WHAT TO WORK ON :: Across these entries, report how many lines include the string "main", with nothing but the number.

EXERCISE INPUTS ::
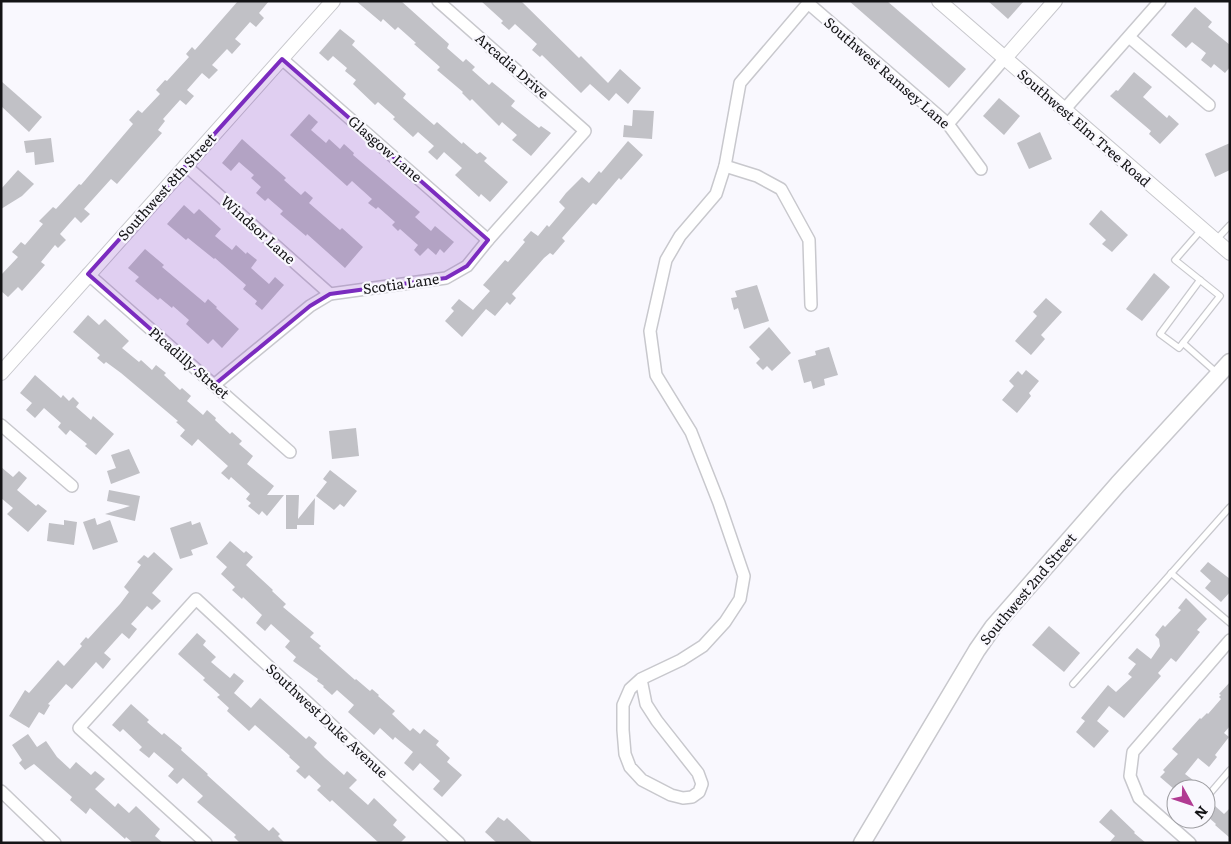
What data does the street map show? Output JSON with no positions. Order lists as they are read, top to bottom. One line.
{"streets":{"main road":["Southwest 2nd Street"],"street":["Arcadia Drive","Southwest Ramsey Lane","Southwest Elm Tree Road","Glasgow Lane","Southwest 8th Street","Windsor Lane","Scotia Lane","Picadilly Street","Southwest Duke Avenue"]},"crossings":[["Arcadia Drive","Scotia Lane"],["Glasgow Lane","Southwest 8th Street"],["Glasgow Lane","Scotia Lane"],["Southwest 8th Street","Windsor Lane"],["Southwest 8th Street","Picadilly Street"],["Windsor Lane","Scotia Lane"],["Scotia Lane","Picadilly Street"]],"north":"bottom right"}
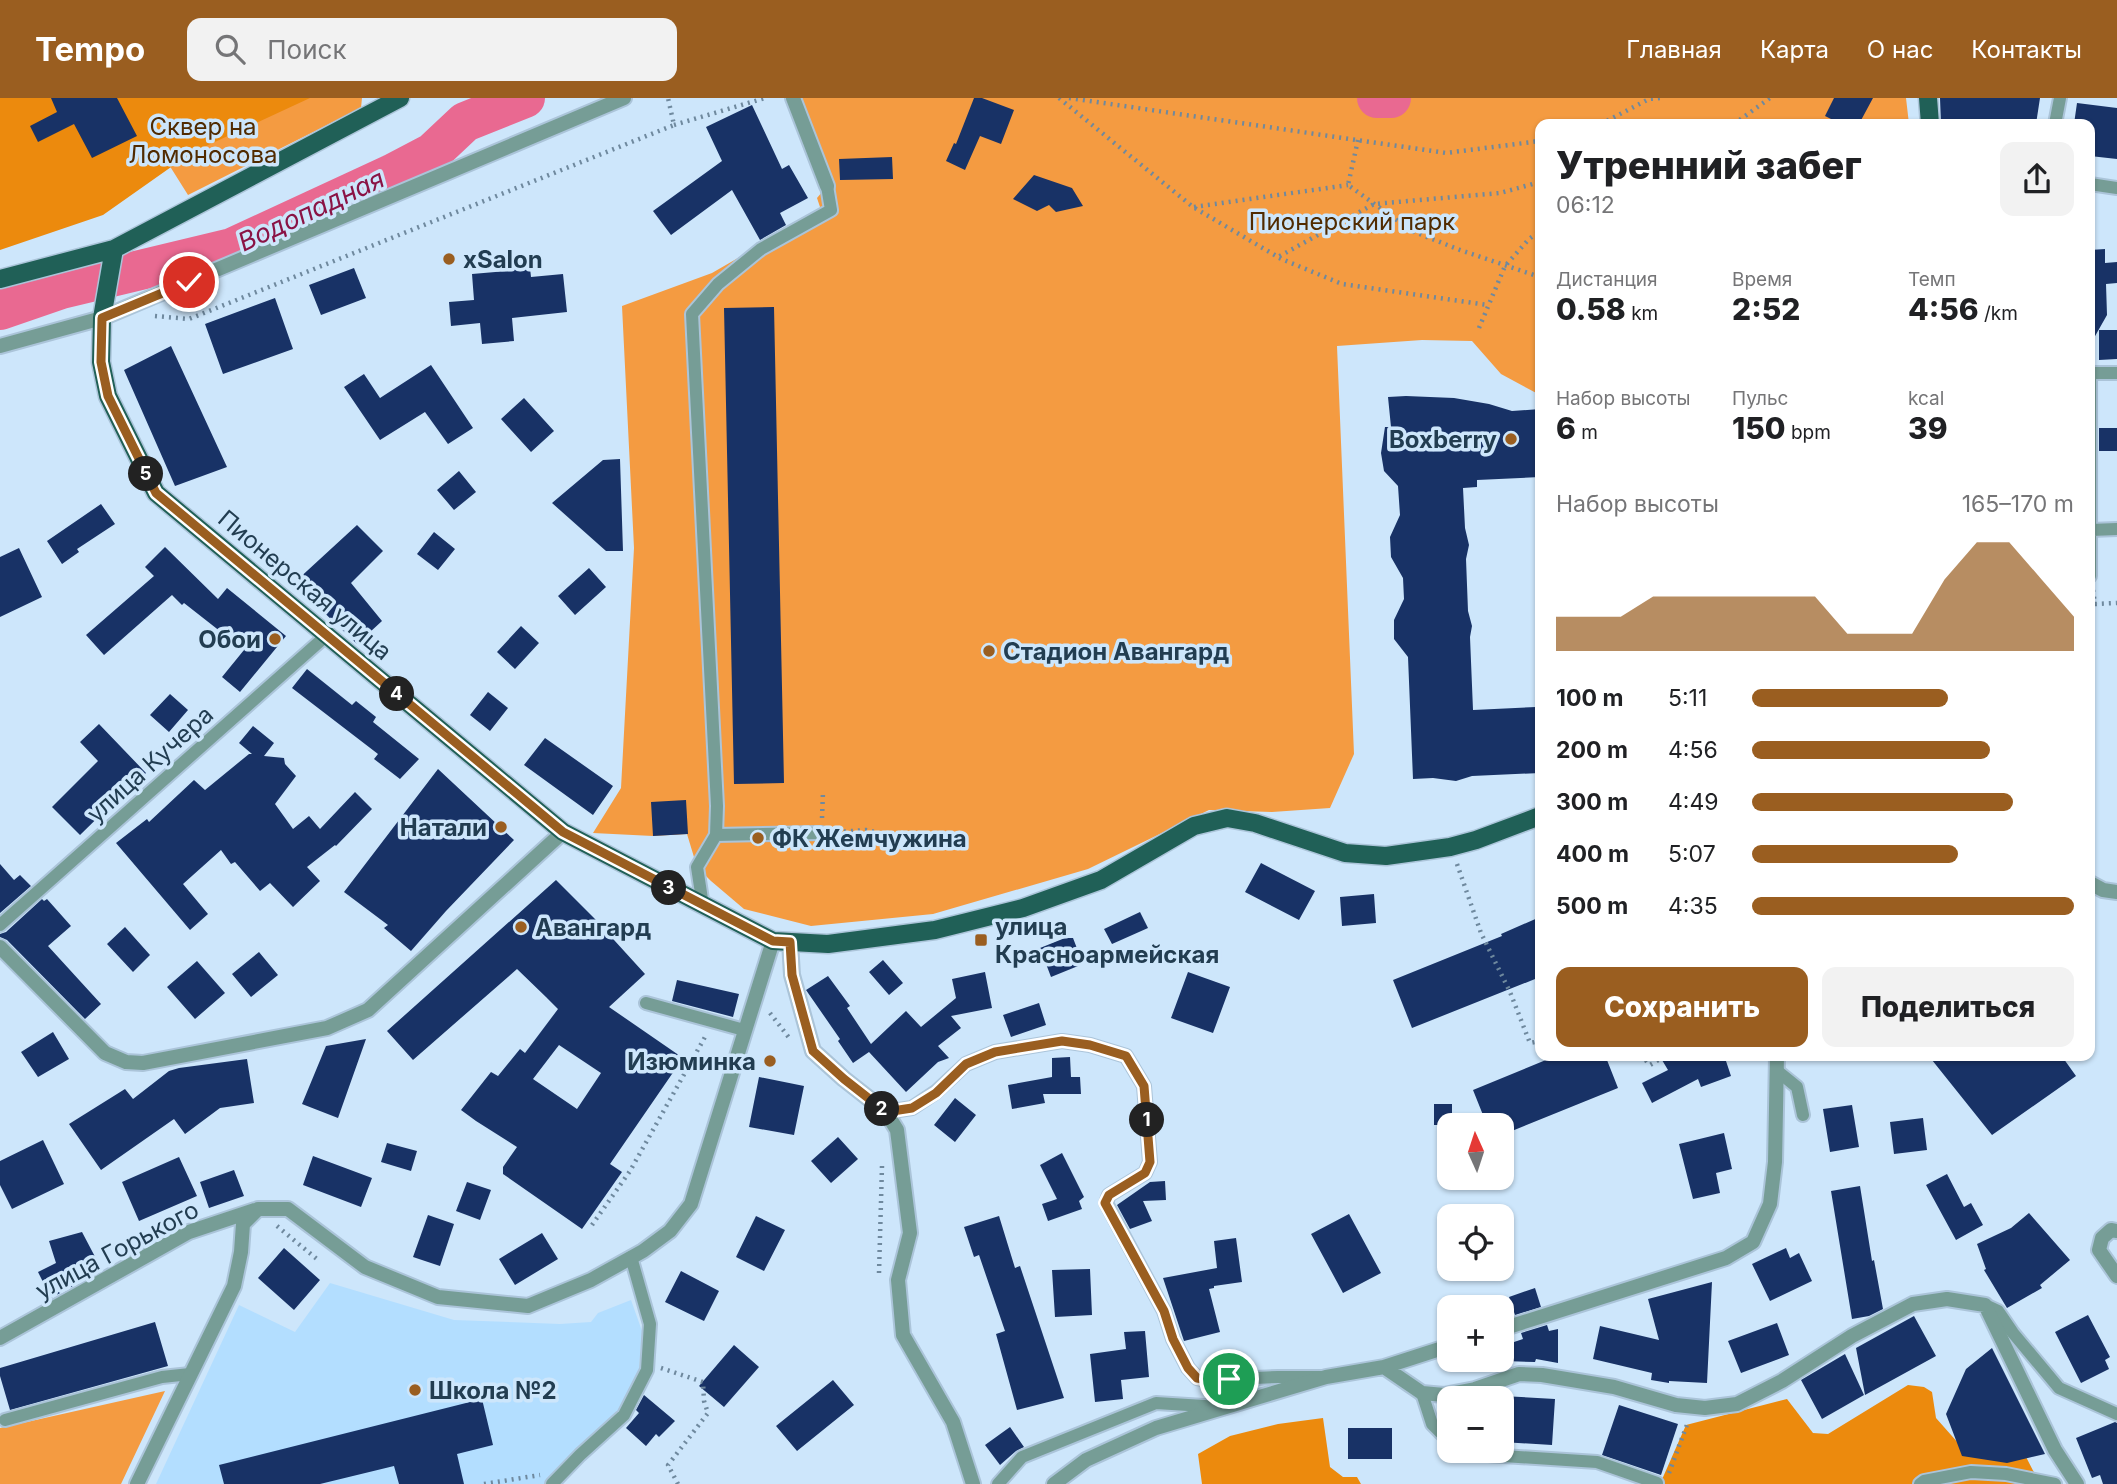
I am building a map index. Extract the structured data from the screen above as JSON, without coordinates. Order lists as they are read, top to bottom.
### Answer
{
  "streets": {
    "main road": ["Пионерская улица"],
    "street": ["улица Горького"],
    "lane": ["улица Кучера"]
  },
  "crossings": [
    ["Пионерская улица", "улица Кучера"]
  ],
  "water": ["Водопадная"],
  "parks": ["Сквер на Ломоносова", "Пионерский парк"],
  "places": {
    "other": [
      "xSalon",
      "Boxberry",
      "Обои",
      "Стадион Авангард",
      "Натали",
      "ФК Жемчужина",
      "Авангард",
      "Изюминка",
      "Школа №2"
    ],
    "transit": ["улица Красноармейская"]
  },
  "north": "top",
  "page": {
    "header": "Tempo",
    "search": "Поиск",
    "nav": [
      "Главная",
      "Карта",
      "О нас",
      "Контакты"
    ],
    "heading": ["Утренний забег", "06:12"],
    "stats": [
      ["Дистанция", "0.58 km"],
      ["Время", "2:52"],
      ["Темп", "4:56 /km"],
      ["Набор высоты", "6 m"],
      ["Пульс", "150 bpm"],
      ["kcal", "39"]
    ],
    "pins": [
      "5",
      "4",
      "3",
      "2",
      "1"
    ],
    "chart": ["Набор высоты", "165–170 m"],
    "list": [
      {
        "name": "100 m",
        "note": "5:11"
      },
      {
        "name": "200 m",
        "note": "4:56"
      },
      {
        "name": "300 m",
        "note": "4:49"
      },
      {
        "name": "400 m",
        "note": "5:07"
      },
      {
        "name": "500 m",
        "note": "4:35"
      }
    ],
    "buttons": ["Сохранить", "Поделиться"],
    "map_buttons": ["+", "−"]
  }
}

PROBLEM SOLUTION :: 2